Шурка сразу же подумал о том, что говорит не те слова, не то делает и не может в полной мере оценить, что происходит. За спиной будто с неистовой силой захлопнули неведомую дверь, за которой остались живые, яркие воспоминания о замечательном светлом человеке, отце – его голос, улыбка, его добрый, любящий взгляд моментально утонули в щемящей сердце печали и стали называться словом «память». Никогда уже теперь. Никогда…
Следующие несколько дней пронеслись сквозь Шурку словно тревожные, страшные сны, выходящие за грани привычной реальности, угнетающие и корёжащие душу мрачной, непреодолимой данностью.
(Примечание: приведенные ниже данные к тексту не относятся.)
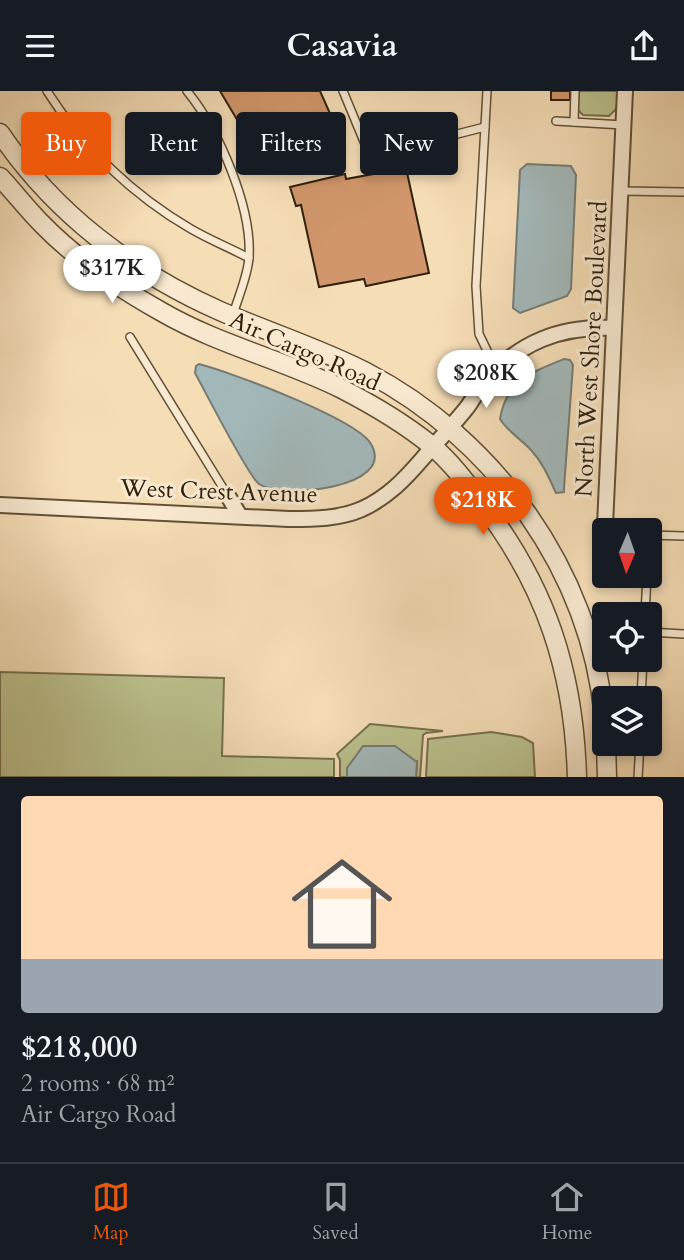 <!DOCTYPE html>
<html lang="en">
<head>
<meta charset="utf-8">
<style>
	:root { --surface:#171b24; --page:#20242c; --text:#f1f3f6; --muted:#9ea1a6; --line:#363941; --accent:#ea580c }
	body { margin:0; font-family:Cardo,serif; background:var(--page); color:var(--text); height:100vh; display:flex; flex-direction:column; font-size:26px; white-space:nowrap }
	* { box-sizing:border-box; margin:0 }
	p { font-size:23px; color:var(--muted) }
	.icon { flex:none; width:38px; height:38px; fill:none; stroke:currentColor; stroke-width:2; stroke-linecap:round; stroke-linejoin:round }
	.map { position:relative; height:686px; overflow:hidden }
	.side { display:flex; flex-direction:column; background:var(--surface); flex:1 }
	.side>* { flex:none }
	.top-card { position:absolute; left:21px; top:21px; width:642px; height:63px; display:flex; gap:14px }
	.needle { width:46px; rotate:182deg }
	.tools { position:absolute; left:592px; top:427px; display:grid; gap:14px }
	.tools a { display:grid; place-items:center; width:70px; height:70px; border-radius:7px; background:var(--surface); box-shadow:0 4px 10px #0003; font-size:35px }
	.price { position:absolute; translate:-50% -60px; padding:0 16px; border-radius:24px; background:#fff; color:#222; font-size:23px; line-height:46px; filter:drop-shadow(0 2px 4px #0008) }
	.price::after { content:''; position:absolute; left:50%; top:42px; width:21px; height:16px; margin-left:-10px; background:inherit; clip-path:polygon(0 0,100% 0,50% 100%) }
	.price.current { background:var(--accent); color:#fff }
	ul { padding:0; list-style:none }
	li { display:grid; align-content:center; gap:14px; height:371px; padding:0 21px }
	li+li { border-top:2px solid var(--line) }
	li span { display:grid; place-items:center; height:217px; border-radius:7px; color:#555 }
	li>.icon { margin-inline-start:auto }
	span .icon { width:126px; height:126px; fill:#fffc; stroke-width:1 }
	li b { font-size:30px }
	.tag { padding:0 24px; border-radius:7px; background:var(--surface); box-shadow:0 4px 10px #0003; font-size:24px; line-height:63px }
	.tag.current { background:var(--accent); color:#fff }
	header { display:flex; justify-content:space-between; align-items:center; height:91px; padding:0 21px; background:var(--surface); font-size:32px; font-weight:700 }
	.menu { display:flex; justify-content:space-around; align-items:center; height:98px; border-top:2px solid var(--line); background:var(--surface); font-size:19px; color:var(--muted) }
	.menu a { display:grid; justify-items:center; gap:4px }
	.menu .current { color:var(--accent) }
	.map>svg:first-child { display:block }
	.green { fill:#bbc18e; stroke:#76714e; stroke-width:2 }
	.water { fill:#a3b8ba; stroke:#757c75; stroke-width:2 }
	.building { fill:#d1966b; stroke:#30210d; stroke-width:2 }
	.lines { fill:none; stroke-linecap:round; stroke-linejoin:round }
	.service-casing { stroke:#615037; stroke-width:10 }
	.minor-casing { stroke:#615037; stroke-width:18 }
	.tertiary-casing { stroke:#615037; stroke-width:21 }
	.service { stroke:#f8e9d0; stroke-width:7 }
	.minor { stroke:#f8e9d0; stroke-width:14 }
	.tertiary { stroke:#f8e9d0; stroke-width:18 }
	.labels { text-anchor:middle; stroke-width:6; stroke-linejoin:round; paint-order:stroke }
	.street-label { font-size:24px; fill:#30210d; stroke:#f8e9d0 }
</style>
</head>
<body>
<header><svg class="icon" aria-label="menu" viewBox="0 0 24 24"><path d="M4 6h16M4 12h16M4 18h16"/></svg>Casavia<svg class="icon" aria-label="share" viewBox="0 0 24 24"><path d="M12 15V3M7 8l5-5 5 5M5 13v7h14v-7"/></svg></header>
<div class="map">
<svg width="684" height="686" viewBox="0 0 684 686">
	<rect width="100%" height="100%" fill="#f5ddb6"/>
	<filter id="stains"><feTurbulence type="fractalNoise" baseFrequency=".00286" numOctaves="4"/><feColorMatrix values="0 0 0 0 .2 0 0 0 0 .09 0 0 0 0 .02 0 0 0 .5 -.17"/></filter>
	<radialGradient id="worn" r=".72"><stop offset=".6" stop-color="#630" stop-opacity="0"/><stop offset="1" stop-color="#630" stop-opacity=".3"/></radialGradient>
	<g class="green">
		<polygon points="579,0 618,0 617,17 609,25 583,24 578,19"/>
		<polygon points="0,581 224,587 222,665 334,668 334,686 0,686"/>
		<polygon points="370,633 443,640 426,642 423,644 420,686 416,686 417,670 347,677 347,686 340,686 340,669 337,663"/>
		<polygon points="491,641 522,646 533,652 535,686 426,686 428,648"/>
	</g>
	<g class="water">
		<polygon points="527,73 571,75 576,84 571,198 567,205 520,222 513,217 520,79"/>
		<path d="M564,268L570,269L573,274L564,397V401L556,402C549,387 543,372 531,359C521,348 508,341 500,328C506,290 532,281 564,268Z"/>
		<path d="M199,273C230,281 357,328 371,353C397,398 281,408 259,393C248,385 205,300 195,282L196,275Z"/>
		<polygon points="363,655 395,655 417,671 416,686 347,686 347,677"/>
	</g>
	<g class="building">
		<polygon points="220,0 320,0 340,45 284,65 268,27 258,32 254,25 239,32"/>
		<rect x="551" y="0" width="19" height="9"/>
		<polygon points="406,77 429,182 366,195 364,188 319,196 301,114 296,115 290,96 345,83 346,88"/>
	</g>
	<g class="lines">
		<defs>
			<g id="service">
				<path d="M47,0C82,56 134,105 191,138C210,149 230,157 249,167"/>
				<path d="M187,0C219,39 252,116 249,166C248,185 238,206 233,224"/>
				<polyline points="343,0 370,65 485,36"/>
				<polyline points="487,0 476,195 479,243 496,278"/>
				<polyline points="556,30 623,34"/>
				<polyline points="574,31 575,0"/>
				<polyline points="621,100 684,101"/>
				<polyline points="130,246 228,405"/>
				<polyline points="605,434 626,439"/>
				<polyline points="649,444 684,445"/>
				<polyline points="645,523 647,485"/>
				<polyline points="649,541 684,543"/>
				<polyline points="641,607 643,569"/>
				<polyline points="638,686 640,653"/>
			</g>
			<g id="minor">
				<polyline points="228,405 240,425"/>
				<path d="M0,414L289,428C315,428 339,428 362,418C388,406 405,388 423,367C437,351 452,335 465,319C472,311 476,301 483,293C518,251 560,235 614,237"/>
				<polyline points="605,434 625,0"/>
			</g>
			<g id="tertiary">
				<path d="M0,42C54,122 132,181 220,220C268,241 319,257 366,281C495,348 590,480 604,626"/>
				<path d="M0,86C14,101 27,118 42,133C77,169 119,197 162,221C219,254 284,269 342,298C373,314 405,333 432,355C451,371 466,391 481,411C546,495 574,580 577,686"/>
				<polyline points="606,653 607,686"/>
			</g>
		</defs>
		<use href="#service" class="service-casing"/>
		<use href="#minor" class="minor-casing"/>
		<use href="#tertiary" class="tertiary-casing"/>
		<use href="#service" class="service"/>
		<use href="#minor" class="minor"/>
		<use href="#tertiary" class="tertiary"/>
	</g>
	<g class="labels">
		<g class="street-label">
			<text transform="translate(591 258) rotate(-87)" y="8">North West Shore Boulevard</text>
			<text transform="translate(305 260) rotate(24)" y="8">Air Cargo Road</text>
			<text transform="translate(219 400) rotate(2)" y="8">West Crest Avenue</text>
		</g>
	</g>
	<rect width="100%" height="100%" filter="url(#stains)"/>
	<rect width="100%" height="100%" fill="url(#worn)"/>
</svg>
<div class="tools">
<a><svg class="needle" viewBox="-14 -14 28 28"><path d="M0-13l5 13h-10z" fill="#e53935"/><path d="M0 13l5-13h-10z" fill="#9ea1a6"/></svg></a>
<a><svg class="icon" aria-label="locate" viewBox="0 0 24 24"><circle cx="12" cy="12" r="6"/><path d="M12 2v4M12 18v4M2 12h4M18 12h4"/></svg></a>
<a><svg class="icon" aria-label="layers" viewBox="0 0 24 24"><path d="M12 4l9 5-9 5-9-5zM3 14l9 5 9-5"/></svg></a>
</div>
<b class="price" style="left:112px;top:214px">$317K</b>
<b class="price" style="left:486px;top:319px">$208K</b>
<b class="price current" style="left:483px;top:446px">$218K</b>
<div class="top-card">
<a class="tag current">Buy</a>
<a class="tag">Rent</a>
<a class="tag">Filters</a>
<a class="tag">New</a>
</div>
</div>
<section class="side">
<ul>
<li><span style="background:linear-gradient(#ffd9b3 75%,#9aa5b1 0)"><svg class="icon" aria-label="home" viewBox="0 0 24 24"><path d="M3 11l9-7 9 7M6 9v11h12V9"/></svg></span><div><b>$218,000</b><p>2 rooms · 68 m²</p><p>Air Cargo Road</p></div></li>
</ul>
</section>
<nav class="menu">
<a class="current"><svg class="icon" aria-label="map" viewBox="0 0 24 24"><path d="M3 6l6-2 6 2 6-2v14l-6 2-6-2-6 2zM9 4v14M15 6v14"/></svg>Map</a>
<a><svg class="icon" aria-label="saved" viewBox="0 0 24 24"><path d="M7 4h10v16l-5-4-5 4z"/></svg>Saved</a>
<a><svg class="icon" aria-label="home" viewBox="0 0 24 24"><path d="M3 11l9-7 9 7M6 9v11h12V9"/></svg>Home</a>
</nav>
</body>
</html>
В доме замелькали чёрные одежды, исчезли отражения зеркал, поселился запах церковного воска и ладана…
Многочисленная похоронная процессия по Большой Садовой до Братского кладбища – это были основной своей частью незнакомые для Шурки люди. И сослуживцы отца, и посторонние, сочувствующие, из горожан – все непременно старались приблизиться к Евгении Карловне, подержать за руку, выразить слова соболезнований. Две белые лошади, уныло тянущие большую телегу с закрытым гробом, недовольно ржали и размахивали хвостами, отгоняя надоедливых мух. Сопровождающие гроб конные красноармейцы старались прижимать беспорядочную толпу с проезжей части ближе к тротуару, дабы не создать помех для движения трамваев и авто.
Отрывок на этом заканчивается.